Assigned task: Among the entries, find each line that includes the string "lane" and list it.

Material for this exercise:
────────────────

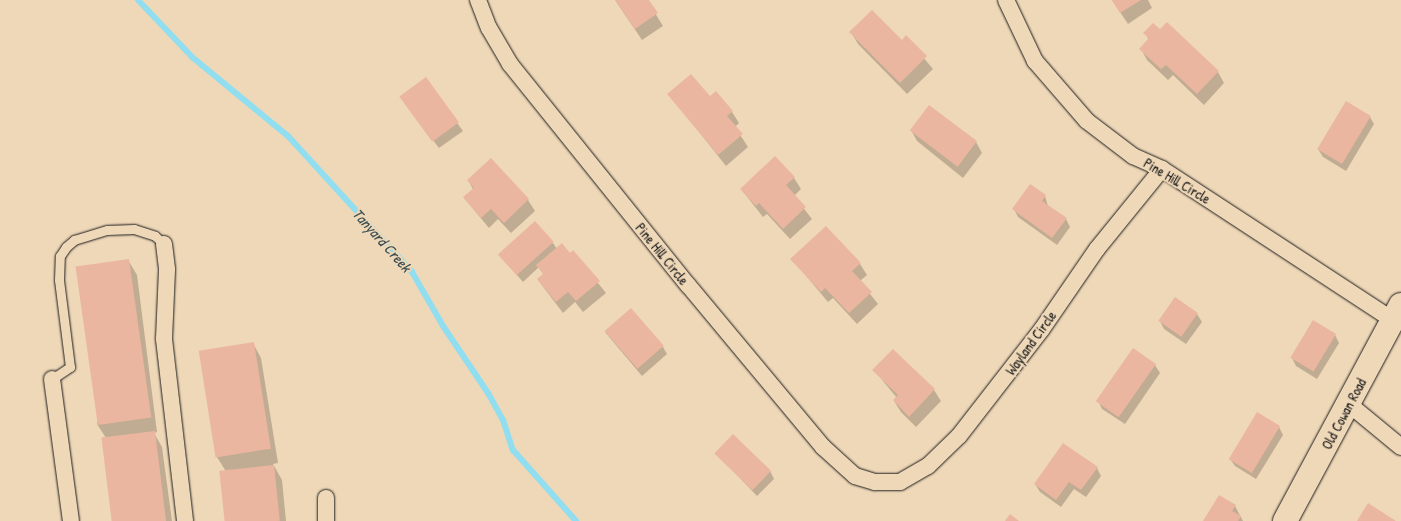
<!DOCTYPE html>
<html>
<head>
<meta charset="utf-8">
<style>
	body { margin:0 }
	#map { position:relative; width:1401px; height:521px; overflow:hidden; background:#efd8b8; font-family:"Patrick Hand",sans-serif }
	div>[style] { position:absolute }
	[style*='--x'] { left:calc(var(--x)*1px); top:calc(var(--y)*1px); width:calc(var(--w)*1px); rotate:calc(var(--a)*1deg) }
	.shadow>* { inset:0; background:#0003 }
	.stream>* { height:6px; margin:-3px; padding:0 3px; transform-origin:3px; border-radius:3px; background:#90deef }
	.building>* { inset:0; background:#ebb69f; transform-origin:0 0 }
	.roads { filter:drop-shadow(0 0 1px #1c1c1c) drop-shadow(0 0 1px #1c1c1c) }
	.lane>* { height:9px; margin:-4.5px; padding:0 4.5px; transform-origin:4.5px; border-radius:4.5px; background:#efd8b8 }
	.street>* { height:16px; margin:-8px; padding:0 8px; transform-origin:8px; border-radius:8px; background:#efd8b8 }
	.secondary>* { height:24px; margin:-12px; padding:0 12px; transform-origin:12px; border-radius:12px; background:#efd8b8 }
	span { translate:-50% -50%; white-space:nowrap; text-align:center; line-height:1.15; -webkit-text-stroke:4px #efd8b8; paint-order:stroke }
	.street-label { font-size:14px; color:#1c1c1c }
	.water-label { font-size:15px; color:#394c51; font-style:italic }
</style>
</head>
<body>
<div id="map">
	<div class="shadow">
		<div style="clip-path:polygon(615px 0,647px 0,663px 26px,642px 40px)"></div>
		<div style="clip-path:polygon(1112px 0,1148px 0,1152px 8px,1128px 24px)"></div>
		<div style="clip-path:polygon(851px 32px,902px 42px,906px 37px,933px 69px,907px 94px,858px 44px)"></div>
		<div style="clip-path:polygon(1145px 33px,1218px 72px,1224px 83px,1204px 105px,1173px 75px,1168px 80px,1147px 60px,1141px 49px,1149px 40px)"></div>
		<div style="clip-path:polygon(425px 79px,463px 131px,439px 148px,406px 105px)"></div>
		<div style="clip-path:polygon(716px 93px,732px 112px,739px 123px,735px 127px,748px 147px,726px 166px,669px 94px,710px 98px)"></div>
		<div style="clip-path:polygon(1370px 117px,1374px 124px,1346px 171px,1323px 157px,1318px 149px)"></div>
		<div style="clip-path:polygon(911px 130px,976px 142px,982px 153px,963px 178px,917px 141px)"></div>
		<div style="clip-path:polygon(775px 158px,794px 178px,801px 189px,794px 196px,812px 219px,790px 239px,767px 214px,763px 217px,741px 189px)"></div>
		<div style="clip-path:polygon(468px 180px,528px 200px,535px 211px,511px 233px,498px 219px,489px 228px,464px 198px,473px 189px)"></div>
		<div style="clip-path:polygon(1031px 185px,1045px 196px,1048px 206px,1066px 219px,1070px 227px,1057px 245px,1018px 217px,1014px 209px)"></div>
		<div style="clip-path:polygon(826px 227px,860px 264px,867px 275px,860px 281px,878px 304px,857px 324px,833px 298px,828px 302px,792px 259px)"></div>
		<div style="clip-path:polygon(553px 243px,557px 249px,570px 254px,573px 252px,606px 293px,583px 312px,575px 302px,563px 313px,538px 280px,544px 275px,539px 267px,523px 282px,500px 255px)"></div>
		<div style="clip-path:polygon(128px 260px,137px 275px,157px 432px,154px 433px,162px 447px,172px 521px,113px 521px,106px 438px,97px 424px)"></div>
		<div style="clip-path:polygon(1197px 314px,1202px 322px,1186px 344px,1164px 329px,1160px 321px)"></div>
		<div style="clip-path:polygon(605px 332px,663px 347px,667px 354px,642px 376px)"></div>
		<div style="clip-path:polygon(1335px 335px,1339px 343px,1317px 379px,1296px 366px,1292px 358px)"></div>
		<div style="clip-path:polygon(253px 343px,261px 358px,278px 463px,273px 464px,282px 480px,286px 521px,225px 521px,225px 470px,217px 457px)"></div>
		<div style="clip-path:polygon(1134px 349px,1155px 365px,1160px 373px,1125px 424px,1102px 409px,1098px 401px)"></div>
		<div style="clip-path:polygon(893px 350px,934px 390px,941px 401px,916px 427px,901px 412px,894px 401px,897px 398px,874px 370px)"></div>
		<div style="clip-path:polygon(1279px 427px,1283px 435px,1256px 479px,1235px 466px,1230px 459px)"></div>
		<div style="clip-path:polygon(716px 453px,770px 471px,774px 479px,757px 496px)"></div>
		<div style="clip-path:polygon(1097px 468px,1101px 476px,1086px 497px,1074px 489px,1061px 507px,1040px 492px,1035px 484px)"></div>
		<div style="clip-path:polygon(1235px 506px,1243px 521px,1204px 521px)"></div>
	</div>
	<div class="stream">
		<div style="--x:138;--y:0;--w:79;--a:46.5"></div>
		<div style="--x:192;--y:57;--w:124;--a:39.5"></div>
		<div style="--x:288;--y:136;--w:184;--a:47.6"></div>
		<div style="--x:412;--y:272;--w:62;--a:60.1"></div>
		<div style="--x:443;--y:326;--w:81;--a:56.1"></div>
		<div style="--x:488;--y:393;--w:31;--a:61"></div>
		<div style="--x:503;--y:420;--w:32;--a:72"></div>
		<div style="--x:513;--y:450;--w:95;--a:48.4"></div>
	</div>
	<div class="building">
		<div style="clip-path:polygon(615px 0,649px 0,658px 13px,635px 29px)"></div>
		<div style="clip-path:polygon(1112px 0,1141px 0,1120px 13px)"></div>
		<div style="clip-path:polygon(872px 10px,902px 40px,906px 35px,927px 56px,900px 83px,849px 32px)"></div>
		<div style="clip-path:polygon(1167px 22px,1219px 71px,1197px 94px,1166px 65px,1161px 69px,1139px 49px,1149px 38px,1143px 33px,1153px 23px,1160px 29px)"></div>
		<div style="clip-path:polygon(691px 74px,710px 96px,716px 91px,733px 111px,727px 116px,743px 134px,718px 155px,667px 94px)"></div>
		<div style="left:426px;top:77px;width:56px;height:33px;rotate:54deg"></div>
		<div style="left:1346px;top:101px;width:29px;height:56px;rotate:31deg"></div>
		<div style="left:929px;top:105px;width:60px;height:32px;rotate:37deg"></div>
		<div style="clip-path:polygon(775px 156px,795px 177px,786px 185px,806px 207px,783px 229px,759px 203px,756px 206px,740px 189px)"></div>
		<div style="clip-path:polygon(491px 158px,529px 199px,504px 223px,491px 209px,481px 218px,463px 197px,474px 188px,467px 180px)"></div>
		<div style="clip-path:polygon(1030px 184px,1046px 195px,1042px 201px,1067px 218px,1052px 238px,1012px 209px)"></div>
		<div style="left:535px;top:221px;width:28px;height:50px;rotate:48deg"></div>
		<div style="clip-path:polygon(826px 226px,861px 263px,852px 271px,872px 292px,849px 313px,825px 288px,821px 292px,790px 259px)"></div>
		<div style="clip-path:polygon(562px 243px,570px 253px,573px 250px,600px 281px,576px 301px,568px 292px,556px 302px,537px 279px,543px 274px,536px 265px)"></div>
		<div style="left:129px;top:259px;width:160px;height:54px;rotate:82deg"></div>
		<div style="left:1175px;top:297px;width:28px;height:29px;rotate:35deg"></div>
		<div style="left:631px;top:308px;width:50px;height:35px;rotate:49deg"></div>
		<div style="left:1313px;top:320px;width:27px;height:44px;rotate:31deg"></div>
		<div style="left:254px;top:342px;width:108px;height:56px;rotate:81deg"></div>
		<div style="left:1133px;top:348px;width:28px;height:65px;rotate:35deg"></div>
		<div style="clip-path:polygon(893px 349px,935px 389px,909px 417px,893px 400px,898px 395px,872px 370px)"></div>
		<div style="left:1257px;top:412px;width:27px;height:55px;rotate:31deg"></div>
		<div style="left:155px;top:431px;width:91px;height:54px;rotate:83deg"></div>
		<div style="left:733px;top:434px;width:53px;height:27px;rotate:44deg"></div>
		<div style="clip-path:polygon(1063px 443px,1098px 467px,1081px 490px,1069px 482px,1056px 500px,1034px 484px)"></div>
		<div style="left:274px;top:465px;width:56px;height:55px;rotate:84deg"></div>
		<div style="clip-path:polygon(1219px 495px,1236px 505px,1232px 511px,1241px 516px,1238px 521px,1203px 521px)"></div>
		<div style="clip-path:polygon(1368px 503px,1396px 521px,1357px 521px)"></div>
		<div style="clip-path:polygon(1010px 514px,1019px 521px,1005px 521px)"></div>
	</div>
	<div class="roads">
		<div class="lane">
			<div style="--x:52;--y:379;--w:22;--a:-34"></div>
			<div style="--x:70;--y:367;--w:88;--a:-97.2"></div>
			<div style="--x:59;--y:280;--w:24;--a:-88"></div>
			<div style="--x:60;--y:256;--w:11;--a:-56"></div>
			<div style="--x:66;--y:247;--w:11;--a:-41"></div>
			<div style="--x:74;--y:240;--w:34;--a:-17"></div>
			<div style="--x:107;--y:230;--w:27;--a:-2"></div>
			<div style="--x:134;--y:229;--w:22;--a:18"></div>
			<div style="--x:155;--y:236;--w:12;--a:42"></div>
		</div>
		<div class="street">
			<div style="--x:478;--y:0;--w:30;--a:69"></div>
			<div style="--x:489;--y:28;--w:42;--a:59.7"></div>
			<div style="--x:510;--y:64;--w:284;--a:51.2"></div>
			<div style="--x:688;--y:285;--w:211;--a:50.2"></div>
			<div style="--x:823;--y:447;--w:43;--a:42.2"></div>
			<div style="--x:855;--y:476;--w:21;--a:17"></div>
			<div style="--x:875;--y:482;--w:25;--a:0"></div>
			<div style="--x:900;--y:482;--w:32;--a:-30"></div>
			<div style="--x:928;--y:466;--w:43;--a:-44.1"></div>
			<div style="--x:959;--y:436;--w:135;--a:-52.2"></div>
			<div style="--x:1042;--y:329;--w:97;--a:-55.5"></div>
			<div style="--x:1097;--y:249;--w:103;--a:-50.9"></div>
			<div style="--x:1006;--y:0;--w:68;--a:64.6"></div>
			<div style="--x:1035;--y:61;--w:79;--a:49.1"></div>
			<div style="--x:1087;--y:121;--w:58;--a:37.3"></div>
			<div style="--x:1133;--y:156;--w:32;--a:24"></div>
			<div style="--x:1162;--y:169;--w:276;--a:33.2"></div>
			<div style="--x:164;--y:244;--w:26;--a:83"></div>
			<div style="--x:167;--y:270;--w:69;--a:92.5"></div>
			<div style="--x:164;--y:339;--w:183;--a:83.4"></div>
			<div style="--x:52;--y:379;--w:143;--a:82.4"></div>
			<div style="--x:1350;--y:405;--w:66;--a:39.5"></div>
			<div style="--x:326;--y:498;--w:23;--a:90"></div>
		</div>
		<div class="secondary">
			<div style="--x:1285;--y:521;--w:245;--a:-61.8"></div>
		</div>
	</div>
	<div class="street-label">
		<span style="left:1177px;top:181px;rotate:31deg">Pine Hill Circle</span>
		<span style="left:662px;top:254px;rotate:51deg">Pine Hill Circle</span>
		<span style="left:1031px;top:343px;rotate:-54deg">Wayland Circle</span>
		<span style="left:1344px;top:414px;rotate:-62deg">Old Cowan Road</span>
	</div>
	<div class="water-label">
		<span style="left:382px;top:240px;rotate:48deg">Tanyard Creek</span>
	</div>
</div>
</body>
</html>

────────────────

Response to this task:
	.lane>* { height:9px; margin:-4.5px; padding:0 4.5px; transform-origin:4.5px; border-radius:4.5px; background:#efd8b8 }
		<div class="lane">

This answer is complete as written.